What you are asked to do: Within the data below, state how many lines contain the string "none". Provide the number only.

== Supplied records

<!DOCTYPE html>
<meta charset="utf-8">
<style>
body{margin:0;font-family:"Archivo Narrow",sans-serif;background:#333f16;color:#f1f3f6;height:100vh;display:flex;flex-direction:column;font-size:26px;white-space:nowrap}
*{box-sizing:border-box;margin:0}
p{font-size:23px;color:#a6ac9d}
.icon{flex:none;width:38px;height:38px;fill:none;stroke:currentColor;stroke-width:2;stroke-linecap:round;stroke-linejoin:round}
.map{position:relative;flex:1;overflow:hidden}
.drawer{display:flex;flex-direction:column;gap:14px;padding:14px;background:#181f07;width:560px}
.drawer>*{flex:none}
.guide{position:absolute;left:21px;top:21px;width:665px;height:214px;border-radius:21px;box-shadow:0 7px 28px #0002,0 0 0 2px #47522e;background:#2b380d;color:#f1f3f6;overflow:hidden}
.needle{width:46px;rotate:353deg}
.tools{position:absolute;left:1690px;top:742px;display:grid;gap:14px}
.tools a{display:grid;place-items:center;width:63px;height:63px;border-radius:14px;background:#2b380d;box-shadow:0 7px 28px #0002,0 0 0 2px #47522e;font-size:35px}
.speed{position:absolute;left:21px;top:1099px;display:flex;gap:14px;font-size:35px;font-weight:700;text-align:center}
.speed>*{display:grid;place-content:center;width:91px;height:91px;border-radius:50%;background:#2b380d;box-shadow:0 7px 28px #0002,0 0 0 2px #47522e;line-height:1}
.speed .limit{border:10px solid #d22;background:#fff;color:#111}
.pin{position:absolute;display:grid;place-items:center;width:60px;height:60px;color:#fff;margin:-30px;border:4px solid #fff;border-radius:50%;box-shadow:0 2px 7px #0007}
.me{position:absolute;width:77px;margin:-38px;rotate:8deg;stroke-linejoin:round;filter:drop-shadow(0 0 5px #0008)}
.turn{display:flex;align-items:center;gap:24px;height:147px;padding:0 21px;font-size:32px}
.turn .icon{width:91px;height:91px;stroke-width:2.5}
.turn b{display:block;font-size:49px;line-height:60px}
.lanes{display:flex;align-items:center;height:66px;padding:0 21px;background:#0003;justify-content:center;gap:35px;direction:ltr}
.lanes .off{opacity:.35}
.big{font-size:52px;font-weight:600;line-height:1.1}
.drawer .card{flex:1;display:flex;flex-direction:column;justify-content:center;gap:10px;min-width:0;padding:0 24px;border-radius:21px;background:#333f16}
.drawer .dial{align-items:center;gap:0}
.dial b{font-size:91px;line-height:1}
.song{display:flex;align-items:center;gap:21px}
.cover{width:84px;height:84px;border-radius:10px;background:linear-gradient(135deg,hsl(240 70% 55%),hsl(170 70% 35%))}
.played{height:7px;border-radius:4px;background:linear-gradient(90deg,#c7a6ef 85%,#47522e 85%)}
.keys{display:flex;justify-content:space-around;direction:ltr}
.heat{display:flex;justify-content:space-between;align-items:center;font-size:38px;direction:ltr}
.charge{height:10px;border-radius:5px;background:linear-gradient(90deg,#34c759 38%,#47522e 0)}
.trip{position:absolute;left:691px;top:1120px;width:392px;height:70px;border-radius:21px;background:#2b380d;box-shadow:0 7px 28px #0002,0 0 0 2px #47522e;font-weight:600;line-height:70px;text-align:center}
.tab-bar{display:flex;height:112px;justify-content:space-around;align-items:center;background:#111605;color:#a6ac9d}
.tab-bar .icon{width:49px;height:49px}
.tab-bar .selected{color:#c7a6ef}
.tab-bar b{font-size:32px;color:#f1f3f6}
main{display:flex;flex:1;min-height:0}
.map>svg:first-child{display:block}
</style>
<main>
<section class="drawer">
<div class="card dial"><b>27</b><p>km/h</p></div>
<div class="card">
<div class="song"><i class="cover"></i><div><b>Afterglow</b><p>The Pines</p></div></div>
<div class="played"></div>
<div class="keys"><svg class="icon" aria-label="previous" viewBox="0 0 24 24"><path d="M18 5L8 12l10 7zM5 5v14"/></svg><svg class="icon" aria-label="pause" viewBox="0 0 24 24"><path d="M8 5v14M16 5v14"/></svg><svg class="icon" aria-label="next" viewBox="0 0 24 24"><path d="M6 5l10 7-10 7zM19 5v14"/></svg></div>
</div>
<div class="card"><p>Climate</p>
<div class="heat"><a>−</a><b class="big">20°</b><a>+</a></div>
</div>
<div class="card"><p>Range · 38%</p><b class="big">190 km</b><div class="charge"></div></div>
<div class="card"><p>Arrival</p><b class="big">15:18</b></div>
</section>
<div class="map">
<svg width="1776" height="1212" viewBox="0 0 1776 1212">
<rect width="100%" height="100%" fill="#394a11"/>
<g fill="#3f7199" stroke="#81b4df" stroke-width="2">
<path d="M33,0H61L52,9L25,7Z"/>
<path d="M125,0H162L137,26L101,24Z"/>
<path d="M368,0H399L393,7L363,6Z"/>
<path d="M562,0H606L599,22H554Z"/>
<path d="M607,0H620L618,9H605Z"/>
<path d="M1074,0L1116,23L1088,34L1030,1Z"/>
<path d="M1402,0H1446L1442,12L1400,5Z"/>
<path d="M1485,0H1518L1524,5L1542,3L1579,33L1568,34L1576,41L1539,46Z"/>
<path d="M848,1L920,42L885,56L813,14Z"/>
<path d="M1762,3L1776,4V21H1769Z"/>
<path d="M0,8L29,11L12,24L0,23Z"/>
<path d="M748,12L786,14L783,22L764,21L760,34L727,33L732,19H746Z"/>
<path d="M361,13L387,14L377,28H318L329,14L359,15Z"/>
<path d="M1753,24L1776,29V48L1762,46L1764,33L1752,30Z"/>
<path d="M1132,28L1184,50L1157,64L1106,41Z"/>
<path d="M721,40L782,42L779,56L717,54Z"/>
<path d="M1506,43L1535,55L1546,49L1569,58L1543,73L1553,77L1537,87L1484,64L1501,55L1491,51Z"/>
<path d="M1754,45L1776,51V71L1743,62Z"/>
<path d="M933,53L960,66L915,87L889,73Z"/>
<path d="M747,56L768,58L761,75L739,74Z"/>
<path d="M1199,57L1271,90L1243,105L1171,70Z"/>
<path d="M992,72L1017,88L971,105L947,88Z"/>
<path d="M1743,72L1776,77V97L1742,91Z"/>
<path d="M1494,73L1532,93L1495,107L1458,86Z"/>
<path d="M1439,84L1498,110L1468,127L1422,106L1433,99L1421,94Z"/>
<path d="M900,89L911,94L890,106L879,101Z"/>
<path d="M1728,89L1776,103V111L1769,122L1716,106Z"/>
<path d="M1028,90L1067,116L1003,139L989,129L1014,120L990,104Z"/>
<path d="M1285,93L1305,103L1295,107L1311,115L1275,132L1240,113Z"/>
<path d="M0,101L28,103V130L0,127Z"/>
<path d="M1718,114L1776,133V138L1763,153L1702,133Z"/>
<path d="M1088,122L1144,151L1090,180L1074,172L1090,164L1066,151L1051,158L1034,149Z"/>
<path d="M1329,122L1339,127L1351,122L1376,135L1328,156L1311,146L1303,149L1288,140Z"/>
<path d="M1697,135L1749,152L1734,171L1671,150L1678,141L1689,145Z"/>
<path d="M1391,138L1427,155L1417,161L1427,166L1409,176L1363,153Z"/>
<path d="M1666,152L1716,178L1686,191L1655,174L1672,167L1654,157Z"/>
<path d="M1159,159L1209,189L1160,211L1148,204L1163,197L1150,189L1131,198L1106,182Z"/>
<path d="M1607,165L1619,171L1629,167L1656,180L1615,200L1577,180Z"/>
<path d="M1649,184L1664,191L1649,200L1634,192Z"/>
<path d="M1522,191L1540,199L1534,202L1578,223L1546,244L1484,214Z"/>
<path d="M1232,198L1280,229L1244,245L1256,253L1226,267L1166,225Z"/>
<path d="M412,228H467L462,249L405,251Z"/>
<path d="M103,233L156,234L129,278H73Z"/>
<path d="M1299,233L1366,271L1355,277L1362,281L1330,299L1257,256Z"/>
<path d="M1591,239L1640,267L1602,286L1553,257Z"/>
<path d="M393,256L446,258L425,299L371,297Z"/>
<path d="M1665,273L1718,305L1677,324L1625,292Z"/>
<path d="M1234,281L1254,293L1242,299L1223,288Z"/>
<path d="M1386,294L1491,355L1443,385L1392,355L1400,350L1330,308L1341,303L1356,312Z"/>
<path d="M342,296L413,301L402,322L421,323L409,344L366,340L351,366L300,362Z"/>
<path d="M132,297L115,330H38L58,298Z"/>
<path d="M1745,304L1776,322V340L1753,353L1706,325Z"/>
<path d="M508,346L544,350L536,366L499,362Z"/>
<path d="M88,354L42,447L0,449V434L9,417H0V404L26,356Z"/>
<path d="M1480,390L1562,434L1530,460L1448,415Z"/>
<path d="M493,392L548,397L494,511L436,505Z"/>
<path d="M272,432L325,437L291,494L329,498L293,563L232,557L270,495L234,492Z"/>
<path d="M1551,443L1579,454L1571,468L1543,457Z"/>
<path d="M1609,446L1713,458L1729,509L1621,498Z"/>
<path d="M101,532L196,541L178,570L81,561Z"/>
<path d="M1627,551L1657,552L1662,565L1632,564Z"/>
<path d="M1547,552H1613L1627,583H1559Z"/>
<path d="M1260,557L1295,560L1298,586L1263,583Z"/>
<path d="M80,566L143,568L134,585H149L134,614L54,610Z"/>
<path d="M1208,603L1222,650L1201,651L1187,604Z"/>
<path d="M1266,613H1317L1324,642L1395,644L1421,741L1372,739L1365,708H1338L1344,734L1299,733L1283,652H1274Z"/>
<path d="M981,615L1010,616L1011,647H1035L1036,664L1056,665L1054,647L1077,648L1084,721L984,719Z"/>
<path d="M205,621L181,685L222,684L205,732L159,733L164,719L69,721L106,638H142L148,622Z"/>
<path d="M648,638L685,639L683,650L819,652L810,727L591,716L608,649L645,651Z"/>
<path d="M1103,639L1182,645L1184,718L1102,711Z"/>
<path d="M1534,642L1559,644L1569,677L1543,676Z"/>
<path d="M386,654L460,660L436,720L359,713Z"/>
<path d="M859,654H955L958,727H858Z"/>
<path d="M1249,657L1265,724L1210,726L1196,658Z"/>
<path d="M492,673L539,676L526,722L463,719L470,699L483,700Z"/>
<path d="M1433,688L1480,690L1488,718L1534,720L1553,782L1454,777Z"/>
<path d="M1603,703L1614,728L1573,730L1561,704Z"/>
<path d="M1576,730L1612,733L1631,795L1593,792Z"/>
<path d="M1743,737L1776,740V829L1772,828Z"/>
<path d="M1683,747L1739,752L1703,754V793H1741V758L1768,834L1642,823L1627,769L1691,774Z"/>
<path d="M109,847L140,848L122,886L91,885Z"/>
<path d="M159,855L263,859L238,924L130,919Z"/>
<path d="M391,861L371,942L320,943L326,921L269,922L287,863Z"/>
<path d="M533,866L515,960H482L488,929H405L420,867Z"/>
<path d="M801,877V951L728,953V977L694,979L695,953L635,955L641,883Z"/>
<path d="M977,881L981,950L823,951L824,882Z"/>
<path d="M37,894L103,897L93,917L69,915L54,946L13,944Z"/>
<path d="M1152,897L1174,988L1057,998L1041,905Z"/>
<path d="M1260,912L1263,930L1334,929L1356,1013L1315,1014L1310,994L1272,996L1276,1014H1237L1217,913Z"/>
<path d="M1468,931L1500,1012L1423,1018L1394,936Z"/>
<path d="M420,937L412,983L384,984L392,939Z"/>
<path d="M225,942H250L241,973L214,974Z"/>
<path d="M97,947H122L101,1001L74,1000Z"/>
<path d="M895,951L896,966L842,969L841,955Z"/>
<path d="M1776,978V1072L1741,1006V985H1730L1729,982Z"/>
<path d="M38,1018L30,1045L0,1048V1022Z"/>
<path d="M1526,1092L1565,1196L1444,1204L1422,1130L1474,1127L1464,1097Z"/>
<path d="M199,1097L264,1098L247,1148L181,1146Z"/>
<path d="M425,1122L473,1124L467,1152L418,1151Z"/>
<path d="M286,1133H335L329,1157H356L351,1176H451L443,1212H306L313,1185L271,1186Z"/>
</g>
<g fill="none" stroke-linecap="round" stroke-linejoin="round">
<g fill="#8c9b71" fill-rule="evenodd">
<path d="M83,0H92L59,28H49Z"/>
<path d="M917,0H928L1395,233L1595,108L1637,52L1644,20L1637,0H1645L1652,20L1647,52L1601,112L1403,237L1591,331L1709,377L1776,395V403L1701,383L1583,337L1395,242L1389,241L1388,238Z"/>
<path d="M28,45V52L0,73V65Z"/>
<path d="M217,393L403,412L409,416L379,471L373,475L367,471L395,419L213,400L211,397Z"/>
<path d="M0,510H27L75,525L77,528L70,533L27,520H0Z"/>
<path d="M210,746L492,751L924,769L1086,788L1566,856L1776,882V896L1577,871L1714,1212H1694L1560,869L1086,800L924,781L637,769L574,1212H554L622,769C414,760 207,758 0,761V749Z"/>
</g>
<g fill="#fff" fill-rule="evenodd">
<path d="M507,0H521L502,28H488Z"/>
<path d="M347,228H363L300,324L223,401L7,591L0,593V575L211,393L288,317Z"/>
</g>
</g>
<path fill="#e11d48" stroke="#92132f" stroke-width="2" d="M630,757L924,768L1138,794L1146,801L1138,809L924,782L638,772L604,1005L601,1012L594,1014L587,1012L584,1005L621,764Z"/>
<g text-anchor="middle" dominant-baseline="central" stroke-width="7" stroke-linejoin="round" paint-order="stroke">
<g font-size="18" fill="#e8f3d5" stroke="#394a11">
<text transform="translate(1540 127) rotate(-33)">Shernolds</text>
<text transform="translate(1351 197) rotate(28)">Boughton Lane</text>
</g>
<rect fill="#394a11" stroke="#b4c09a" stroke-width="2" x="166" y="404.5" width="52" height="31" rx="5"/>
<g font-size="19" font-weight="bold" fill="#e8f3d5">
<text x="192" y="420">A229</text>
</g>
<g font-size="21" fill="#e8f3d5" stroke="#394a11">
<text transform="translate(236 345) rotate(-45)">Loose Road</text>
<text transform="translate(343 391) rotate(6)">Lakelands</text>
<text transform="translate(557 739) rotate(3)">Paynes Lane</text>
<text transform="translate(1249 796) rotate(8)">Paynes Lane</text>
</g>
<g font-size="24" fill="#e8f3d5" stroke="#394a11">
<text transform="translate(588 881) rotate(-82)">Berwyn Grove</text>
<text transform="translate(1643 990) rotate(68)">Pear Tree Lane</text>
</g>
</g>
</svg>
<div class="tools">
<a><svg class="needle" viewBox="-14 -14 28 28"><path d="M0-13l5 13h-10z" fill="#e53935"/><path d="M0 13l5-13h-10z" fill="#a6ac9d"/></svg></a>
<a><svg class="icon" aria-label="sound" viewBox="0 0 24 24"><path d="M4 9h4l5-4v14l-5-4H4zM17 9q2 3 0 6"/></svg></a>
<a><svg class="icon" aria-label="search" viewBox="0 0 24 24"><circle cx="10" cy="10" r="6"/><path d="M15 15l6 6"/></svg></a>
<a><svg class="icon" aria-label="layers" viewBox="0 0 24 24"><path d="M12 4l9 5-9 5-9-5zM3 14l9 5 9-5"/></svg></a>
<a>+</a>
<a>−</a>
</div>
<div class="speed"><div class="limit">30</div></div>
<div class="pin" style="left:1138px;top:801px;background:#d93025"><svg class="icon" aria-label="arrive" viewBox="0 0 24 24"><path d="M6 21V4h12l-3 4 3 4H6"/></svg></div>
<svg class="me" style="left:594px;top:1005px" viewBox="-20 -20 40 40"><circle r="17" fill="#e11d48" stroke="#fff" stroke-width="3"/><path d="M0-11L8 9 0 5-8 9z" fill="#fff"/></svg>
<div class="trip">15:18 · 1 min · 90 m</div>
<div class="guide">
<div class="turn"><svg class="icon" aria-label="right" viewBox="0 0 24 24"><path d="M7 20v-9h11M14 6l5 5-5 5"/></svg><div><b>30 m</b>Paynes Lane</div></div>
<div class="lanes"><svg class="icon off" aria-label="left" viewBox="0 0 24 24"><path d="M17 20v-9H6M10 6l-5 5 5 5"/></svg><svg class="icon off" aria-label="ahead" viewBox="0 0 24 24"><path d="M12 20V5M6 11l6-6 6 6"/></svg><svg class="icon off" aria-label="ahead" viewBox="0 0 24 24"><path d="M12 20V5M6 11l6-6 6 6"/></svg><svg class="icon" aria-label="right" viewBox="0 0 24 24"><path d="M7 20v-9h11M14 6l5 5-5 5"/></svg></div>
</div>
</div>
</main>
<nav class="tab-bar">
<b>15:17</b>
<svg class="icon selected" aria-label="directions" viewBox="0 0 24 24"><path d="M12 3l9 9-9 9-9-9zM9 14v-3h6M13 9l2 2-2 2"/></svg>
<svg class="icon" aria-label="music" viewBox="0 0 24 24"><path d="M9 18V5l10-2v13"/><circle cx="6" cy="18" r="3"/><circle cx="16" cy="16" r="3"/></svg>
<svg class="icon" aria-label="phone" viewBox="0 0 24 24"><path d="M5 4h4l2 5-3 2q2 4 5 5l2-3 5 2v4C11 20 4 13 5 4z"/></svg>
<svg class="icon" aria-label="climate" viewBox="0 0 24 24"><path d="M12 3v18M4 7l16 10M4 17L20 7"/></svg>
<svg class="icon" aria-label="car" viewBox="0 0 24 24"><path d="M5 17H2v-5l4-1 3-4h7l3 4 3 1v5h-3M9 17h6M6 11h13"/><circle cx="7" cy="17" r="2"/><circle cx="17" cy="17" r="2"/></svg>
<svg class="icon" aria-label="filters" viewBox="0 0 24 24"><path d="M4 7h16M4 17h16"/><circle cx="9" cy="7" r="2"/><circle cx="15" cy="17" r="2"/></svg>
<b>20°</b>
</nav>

====

Your response: 3